:: Data records ::

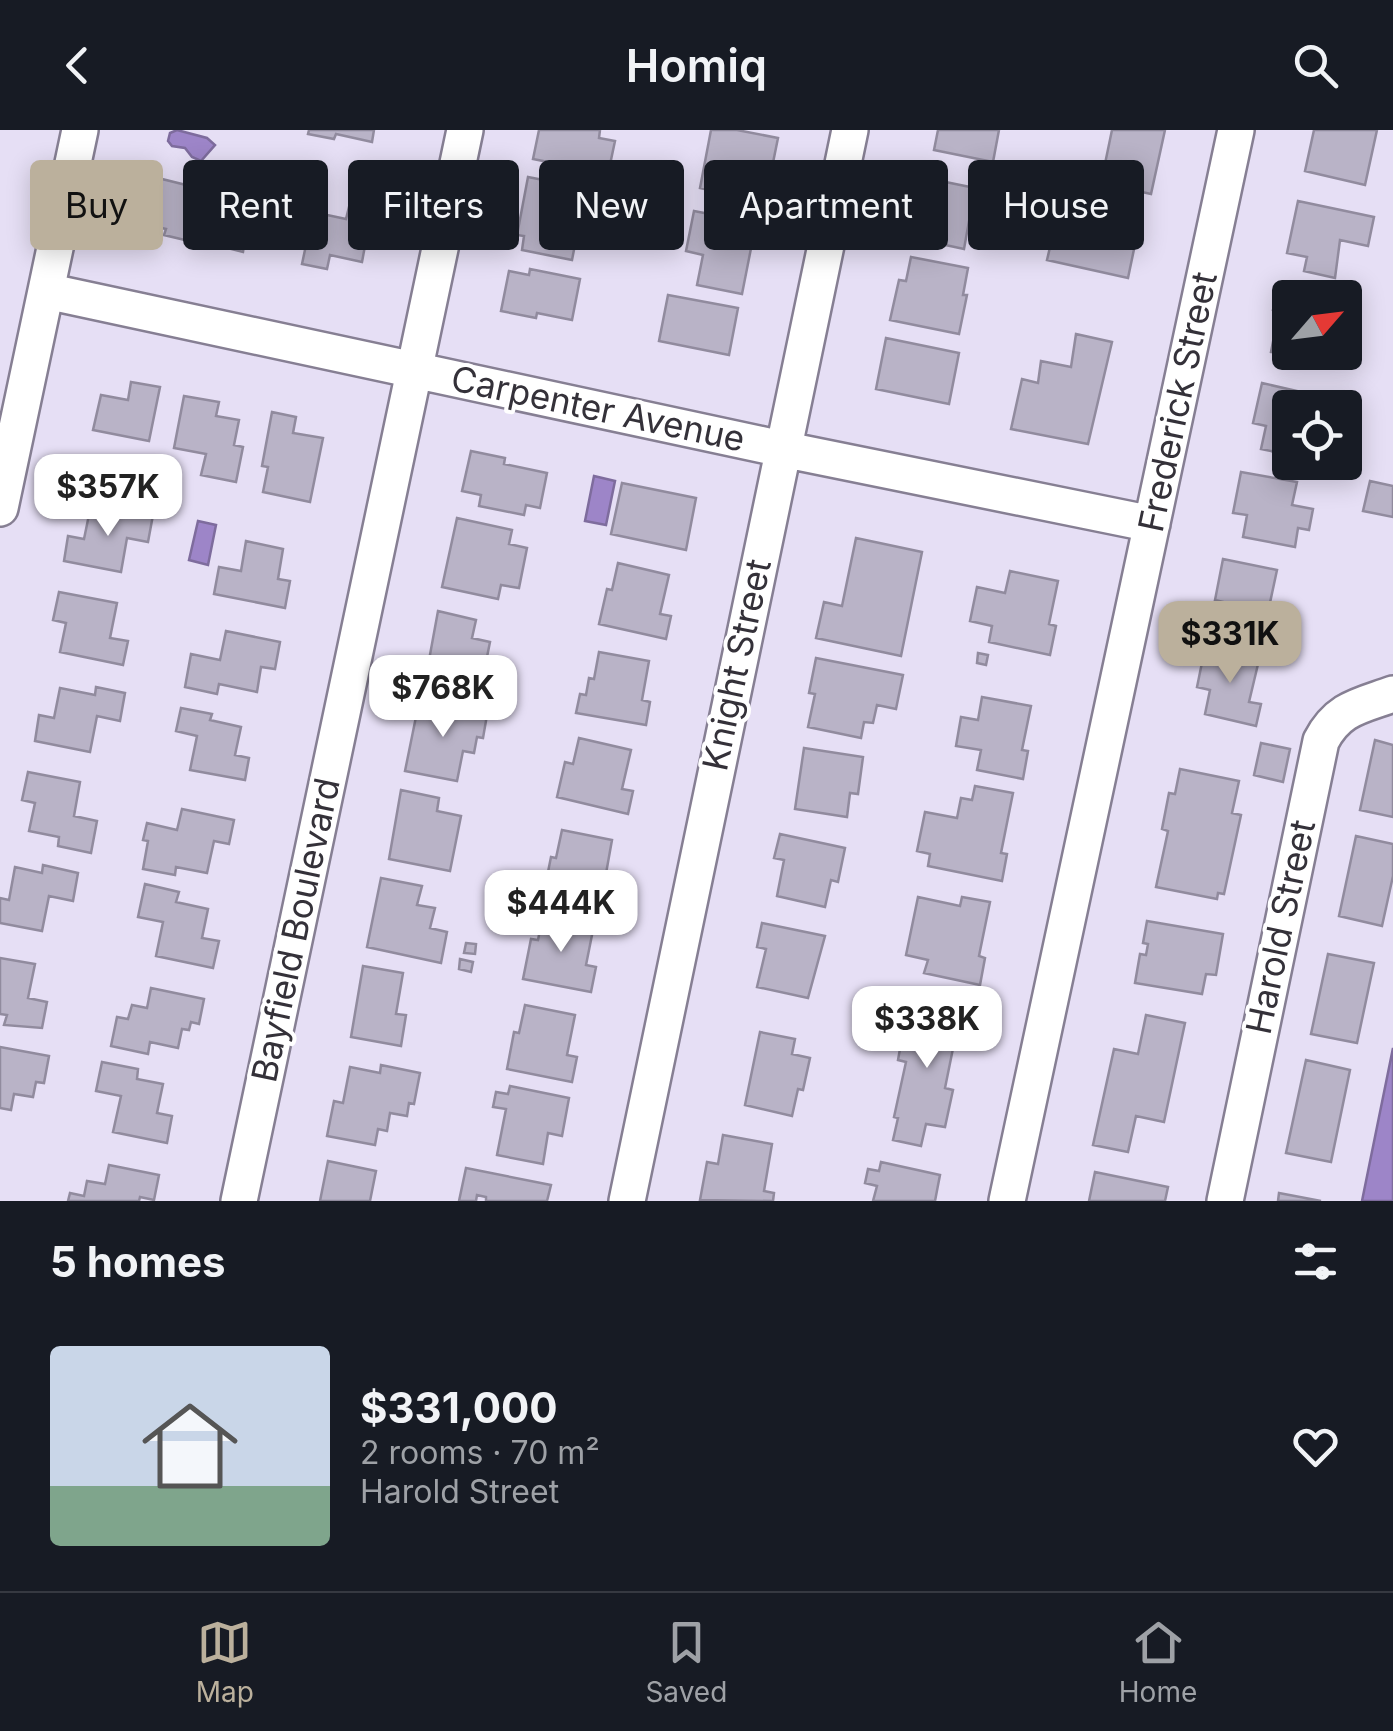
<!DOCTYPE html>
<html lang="en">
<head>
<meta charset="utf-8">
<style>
	:root { --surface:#171b24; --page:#242831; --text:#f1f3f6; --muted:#9ea1a6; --line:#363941; --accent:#bbb09c }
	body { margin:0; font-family:Inter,sans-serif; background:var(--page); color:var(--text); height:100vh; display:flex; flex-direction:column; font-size:38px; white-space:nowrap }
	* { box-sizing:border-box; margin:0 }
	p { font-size:32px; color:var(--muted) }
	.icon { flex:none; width:55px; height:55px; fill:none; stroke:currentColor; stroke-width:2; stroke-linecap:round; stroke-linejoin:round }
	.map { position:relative; height:1071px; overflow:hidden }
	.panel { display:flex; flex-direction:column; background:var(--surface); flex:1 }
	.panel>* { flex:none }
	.top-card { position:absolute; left:30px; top:30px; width:1335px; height:90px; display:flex; gap:20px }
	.needle { width:65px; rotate:62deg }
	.fabs { position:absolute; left:1272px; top:150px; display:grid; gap:20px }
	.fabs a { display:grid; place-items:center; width:90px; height:90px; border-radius:10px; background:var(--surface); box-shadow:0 5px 25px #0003; font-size:50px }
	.price { position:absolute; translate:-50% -85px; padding:0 22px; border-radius:20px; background:#fff; color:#222; font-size:32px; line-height:65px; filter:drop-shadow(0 2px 5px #0008) }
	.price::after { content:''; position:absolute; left:50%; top:60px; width:30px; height:22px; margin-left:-15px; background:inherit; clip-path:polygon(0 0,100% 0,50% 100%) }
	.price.current { background:var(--accent); color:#111 }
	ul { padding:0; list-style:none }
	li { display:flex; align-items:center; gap:30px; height:250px; padding:0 50px }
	li span { display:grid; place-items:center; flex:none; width:280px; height:200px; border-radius:10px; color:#555 }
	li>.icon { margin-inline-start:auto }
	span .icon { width:120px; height:120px; fill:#fffc; stroke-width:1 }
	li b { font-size:42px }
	h2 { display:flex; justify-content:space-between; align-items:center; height:120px; padding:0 50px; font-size:42px }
	.pill { padding:0 35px; border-radius:10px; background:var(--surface); box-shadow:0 5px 25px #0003; font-size:35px; line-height:90px }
	.pill.current { background:var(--accent); color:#111 }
	header { display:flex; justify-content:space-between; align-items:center; height:130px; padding:0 50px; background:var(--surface); font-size:45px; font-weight:600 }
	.menu { display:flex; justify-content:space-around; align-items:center; height:140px; border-top:2px solid var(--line); background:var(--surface); font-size:28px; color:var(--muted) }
	.menu a { display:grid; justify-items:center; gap:5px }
	.menu .current { color:var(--accent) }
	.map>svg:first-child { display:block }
	.water { fill:#9d85c8; stroke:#7e6c9d; stroke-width:2.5 }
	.building { fill:#b9b3c7; stroke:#918b9e; stroke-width:2.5 }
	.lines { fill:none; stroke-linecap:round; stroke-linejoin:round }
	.street-casing { stroke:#867f93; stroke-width:40 }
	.street { stroke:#fff; stroke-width:35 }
	.labels { text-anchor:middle; stroke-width:8; stroke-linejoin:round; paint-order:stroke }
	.street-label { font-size:35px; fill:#343139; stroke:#fff }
</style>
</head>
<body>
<header><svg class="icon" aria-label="back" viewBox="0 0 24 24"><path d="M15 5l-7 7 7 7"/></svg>Homiq<svg class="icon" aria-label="search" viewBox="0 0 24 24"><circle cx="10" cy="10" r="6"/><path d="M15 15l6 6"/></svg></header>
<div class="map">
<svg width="1393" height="1071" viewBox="0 0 1393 1071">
	<rect width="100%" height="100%" fill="#e6dff5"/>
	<path class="water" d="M177 0 207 8 215 15 201 31 192 27 185 18 172 16 168 11 170 3Z
		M594 346 615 351 606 395 585 391Z
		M198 391 216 395 208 435 189 430Z
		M1393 918V1071H1362Z"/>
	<path class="building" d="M309 0H374L372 12 336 4 334 9 308 4Z
		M539 0H600L599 8 615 11 608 44 533 29Z
		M711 0H737L778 8 765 72 700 58Z
		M938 0H999L993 32 934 20Z
		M1112 0H1165L1151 64 1101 53Z
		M1314 0H1377L1365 55 1305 41Z
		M146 45 202 59 189 111 164 105 166 99 157 97 158 91 136 86Z
		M528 47 569 55 568 60 585 63 572 130 522 120 524 106 517 105Z
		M270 48 300 56 290 97 281 94 276 116 245 109 243 122 216 115 229 64 265 72Z
		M931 49 975 58 964 119 908 107 912 87 923 89Z
		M352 65 380 71 372 106 367 105 362 132 330 125 327 139 302 134 313 82 346 89Z
		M1084 68 1142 81 1128 148 1047 130 1056 92 1078 96Z
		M1298 71 1374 87 1368 116 1340 110 1335 148 1304 141 1307 127 1287 123Z
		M694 81 756 93 742 164 697 155 703 125 686 121Z
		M911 127 968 138 963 165H967L959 204 890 190 899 150 906 151Z
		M530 139 580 149 572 190 537 183 536 188 501 181 509 141 529 145Z
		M668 165 738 178 729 225 659 211Z
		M1275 169 1290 172V222H1339L1336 235 1271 222 1279 181 1273 180Z
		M1076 204 1112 212 1088 314 1011 299 1022 249 1038 253 1041 231 1071 237Z
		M886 208 959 223 949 274 876 259Z
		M131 252 160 257 149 311 93 300 101 265 128 270Z
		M1262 253 1314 265 1312 278H1290V325L1261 319 1266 296 1253 293Z
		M184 266 219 272 216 286 239 290 234 315 243 317 236 352 201 345 206 324 174 318Z
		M272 282 296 287 293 303 323 308 310 372 263 362 268 337 262 336Z
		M471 321 505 328 504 334 547 343 540 378 526 375 524 385 479 376 481 365 462 361Z
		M1241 342 1297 352 1292 375 1313 379 1309 400 1298 398 1295 417 1243 407 1247 385 1233 383Z
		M1370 351 1393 356V387L1363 381Z
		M622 353 696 368 686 420 611 404Z
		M127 379 153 385 148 412 127 408 121 442 64 431 68 406 84 409 90 380 126 387Z
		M457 388 512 400 509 414 527 418 519 458 501 455 498 469 442 457Z
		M856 408 922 422 901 526 816 508 824 472 842 476Z
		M246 411 283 419 278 449 290 451 285 478 214 464 219 437 241 441Z
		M1223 429 1277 440 1268 482 1277 484 1273 507 1222 497 1227 473 1215 470Z
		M618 433 669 445 660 484 671 486 666 509 599 494 607 459 612 460Z
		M1010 441 1058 451 1049 494 1056 496 1050 525 989 512 992 496 970 491 977 457 1005 463Z
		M59 462 117 473 110 508 128 511 123 535 60 522 66 493 53 490Z
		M438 481 476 490 472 508 490 512 486 532 503 536 496 568 425 552Z
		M226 501 280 512 275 539 261 537 257 562 219 554 217 564 185 557 191 524 220 530Z
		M1205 518 1259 530 1249 572 1261 574 1256 596 1205 584 1210 560 1197 557Z
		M599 522 649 531 642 570 650 572 646 595 576 583 580 564 586 565 589 548 594 549Z
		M978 523 988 525 986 535 977 533Z
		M816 528 903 545 896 579 877 575 873 593 864 592 861 608 808 597 815 564 809 563Z
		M96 557 125 563 120 591 97 586 90 622 35 611 39 585 54 588 60 558 95 565Z
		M982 567 1031 576 1022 620 1028 621 1023 649 977 640 981 620 956 616 961 587 978 590Z
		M419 572 487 585 483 608 477 607 474 623 463 621 457 651 405 641Z
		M181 578 212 584 210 590 241 597 235 625 249 628 245 650 190 640 197 606 176 601Z
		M579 608 631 620 622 659 633 661 628 684 557 667 565 632 573 634Z
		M1375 610 1393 615V687L1360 680Z
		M1261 613 1290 619 1283 652 1254 645Z
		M804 618 863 627 858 664 850 663 847 687 795 679Z
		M1180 639 1239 651 1232 683 1241 685 1224 764 1218 763 1217 769 1156 757 1168 701 1162 699 1169 663 1175 664Z
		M28 642 80 652 74 686 97 691 91 723 58 716 59 707 29 701 35 673 22 670Z
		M975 656 1013 663 1001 723 1007 724 1002 751 928 736 930 724 917 721 925 682 957 688 961 668 972 670Z
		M401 660 439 668 437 681 461 686 450 741 389 729Z
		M182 679 234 690 229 714 214 711 207 743 176 737 175 745 143 739 148 711 143 710 147 693 177 700Z
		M562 700 612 710 605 749 612 751 607 775 544 762 551 727 556 728Z
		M780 704 845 718 838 752 831 750 825 777 777 766 784 730 774 728Z
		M1356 706 1393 714V746L1382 796 1339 786Z
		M43 735 78 743 73 771 49 766 42 801 0 793V768L9 770 15 737 42 743Z
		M381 748 422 756 417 775 435 778 430 798 447 802 441 833 367 817Z
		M145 754 179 762 176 772 208 779 202 808 219 811 213 838 156 826 163 792 138 787Z
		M918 767 960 776 962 767 990 772 979 826 985 828 980 855 924 843 928 830 906 825Z
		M543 785 594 795 586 835 596 837 591 862 523 849 531 809 538 810Z
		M1147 791 1223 804 1216 845 1206 844 1202 864 1135 853 1140 824 1146 825 1148 814 1143 813Z
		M762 793 825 806 808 868 757 857 766 819 757 817Z
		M466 813 476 814 475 824 464 823Z
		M1328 824 1374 833 1357 913 1311 904Z
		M0 828 35 834 28 868 47 872 42 898 4 895 7 885 0 884Z
		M460 829 473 832 471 842 459 839Z
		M363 836 403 843 396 884 406 885 401 916 351 907Z
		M151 858 204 869 199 894 191 892 189 900 182 899 178 918 150 912 148 924 111 916 117 887 128 889 132 875 147 878Z
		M923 866 962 874 945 958 953 960 945 997 926 994 921 1016 893 1010 898 988 894 987 906 932 898 930 902 908 914 910Z
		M525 875 575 885 567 925 577 927 572 952 507 939 514 902 519 903Z
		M1146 885 1185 893 1164 992 1136 986 1128 1022 1093 1015 1114 919 1138 924Z
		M760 902 795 909 792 924 810 928 803 960 798 959 792 986 745 975Z
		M0 917 49 926 44 953 36 952 33 967 14 964 11 980 0 978Z
		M1306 930 1350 940 1331 1032 1286 1023Z
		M102 932 138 939 137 949 163 954 157 983 172 986 167 1013 113 1002 121 966 96 961Z
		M381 935 420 943 414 974 409 973 407 986 390 983 387 1001 378 999 375 1015 327 1006 334 971 343 973 350 937 380 943Z
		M510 956 569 968 562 1006 548 1003 543 1034 497 1025 506 979 493 977 496 962 508 964Z
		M723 1005 772 1014 764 1061 774 1063 773 1071 700 1070 707 1032 718 1034Z
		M328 1031 376 1041 370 1071H320Z
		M881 1032 940 1045 935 1071H873L877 1056 865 1053 868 1039 879 1041Z
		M109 1035 159 1045 154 1070 140 1067 139 1071H68L70 1063 84 1066 87 1051 105 1054Z
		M466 1038 551 1055 547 1071H486V1067L477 1065 476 1071H459Z
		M1095 1042 1168 1057 1165 1071H1089Z
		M1279 1063 1321 1071H1278Z"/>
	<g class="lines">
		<defs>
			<path id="street" d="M46 161 782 319 1152 394
				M0 378 80 0
				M239 1071 465 0
				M627 1071 850 0
				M1007 1071 1236 0
				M1225 1071 1321 611C1338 578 1360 576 1393 564"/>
		</defs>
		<use href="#street" class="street-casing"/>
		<use href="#street" class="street"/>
	</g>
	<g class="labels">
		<g class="street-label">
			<text transform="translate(1178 272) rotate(-78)" y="12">Frederick Street</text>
			<text transform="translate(598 279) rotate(12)" y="12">Carpenter Avenue</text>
			<text transform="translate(737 535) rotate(-78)" y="12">Knight Street</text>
			<text transform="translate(1281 797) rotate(-78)" y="12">Harold Street</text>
			<text transform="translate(296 800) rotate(-78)" y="12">Bayfield Boulevard</text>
		</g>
	</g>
</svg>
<div class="fabs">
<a><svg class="needle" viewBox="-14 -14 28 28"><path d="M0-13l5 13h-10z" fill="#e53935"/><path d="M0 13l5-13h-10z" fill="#9ea1a6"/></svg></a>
<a><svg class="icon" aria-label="locate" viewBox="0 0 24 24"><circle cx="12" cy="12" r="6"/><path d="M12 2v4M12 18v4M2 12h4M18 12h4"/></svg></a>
</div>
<b class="price" style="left:108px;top:409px">$357K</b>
<b class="price current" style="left:1230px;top:556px">$331K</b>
<b class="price" style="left:443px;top:610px">$768K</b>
<b class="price" style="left:561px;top:825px">$444K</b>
<b class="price" style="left:927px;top:941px">$338K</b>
<div class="top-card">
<a class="pill current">Buy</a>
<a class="pill">Rent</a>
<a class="pill">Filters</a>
<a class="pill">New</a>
<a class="pill">Apartment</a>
<a class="pill">House</a>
</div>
</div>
<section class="panel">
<h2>5 homes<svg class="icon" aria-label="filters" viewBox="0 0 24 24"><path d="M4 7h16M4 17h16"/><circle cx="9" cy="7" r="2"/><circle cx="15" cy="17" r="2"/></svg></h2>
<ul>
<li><span style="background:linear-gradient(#c9d6e8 70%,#7fa58c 0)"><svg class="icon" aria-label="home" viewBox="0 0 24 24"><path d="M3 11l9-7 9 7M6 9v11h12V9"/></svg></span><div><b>$331,000</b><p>2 rooms · 70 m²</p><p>Harold Street</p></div><svg class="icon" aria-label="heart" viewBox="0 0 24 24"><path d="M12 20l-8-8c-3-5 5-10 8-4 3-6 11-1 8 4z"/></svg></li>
</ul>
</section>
<nav class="menu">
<a class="current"><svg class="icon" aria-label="map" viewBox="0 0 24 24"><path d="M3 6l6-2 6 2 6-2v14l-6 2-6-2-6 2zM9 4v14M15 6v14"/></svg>Map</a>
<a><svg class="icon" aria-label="saved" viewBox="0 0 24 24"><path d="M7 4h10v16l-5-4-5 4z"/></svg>Saved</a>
<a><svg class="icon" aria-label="home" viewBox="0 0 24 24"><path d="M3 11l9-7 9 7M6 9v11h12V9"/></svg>Home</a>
</nav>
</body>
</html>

:::

- _Your instructions_: Leaving out every picture, repeat exactly the lines of the records from the start through the line that has "content:''; position:absolute; left:50%;".

- _Exercise answer_:
<!DOCTYPE html>
<html lang="en">
<head>
<meta charset="utf-8">
<style>
	:root { --surface:#171b24; --page:#242831; --text:#f1f3f6; --muted:#9ea1a6; --line:#363941; --accent:#bbb09c }
	body { margin:0; font-family:Inter,sans-serif; background:var(--page); color:var(--text); height:100vh; display:flex; flex-direction:column; font-size:38px; white-space:nowrap }
	* { box-sizing:border-box; margin:0 }
	p { font-size:32px; color:var(--muted) }
	.icon { flex:none; width:55px; height:55px; fill:none; stroke:currentColor; stroke-width:2; stroke-linecap:round; stroke-linejoin:round }
	.map { position:relative; height:1071px; overflow:hidden }
	.panel { display:flex; flex-direction:column; background:var(--surface); flex:1 }
	.panel>* { flex:none }
	.top-card { position:absolute; left:30px; top:30px; width:1335px; height:90px; display:flex; gap:20px }
	.needle { width:65px; rotate:62deg }
	.fabs { position:absolute; left:1272px; top:150px; display:grid; gap:20px }
	.fabs a { display:grid; place-items:center; width:90px; height:90px; border-radius:10px; background:var(--surface); box-shadow:0 5px 25px #0003; font-size:50px }
	.price { position:absolute; translate:-50% -85px; padding:0 22px; border-radius:20px; background:#fff; color:#222; font-size:32px; line-height:65px; filter:drop-shadow(0 2px 5px #0008) }
	.price::after { content:''; position:absolute; left:50%; top:60px; width:30px; height:22px; margin-left:-15px; background:inherit; clip-path:polygon(0 0,100% 0,50% 100%) }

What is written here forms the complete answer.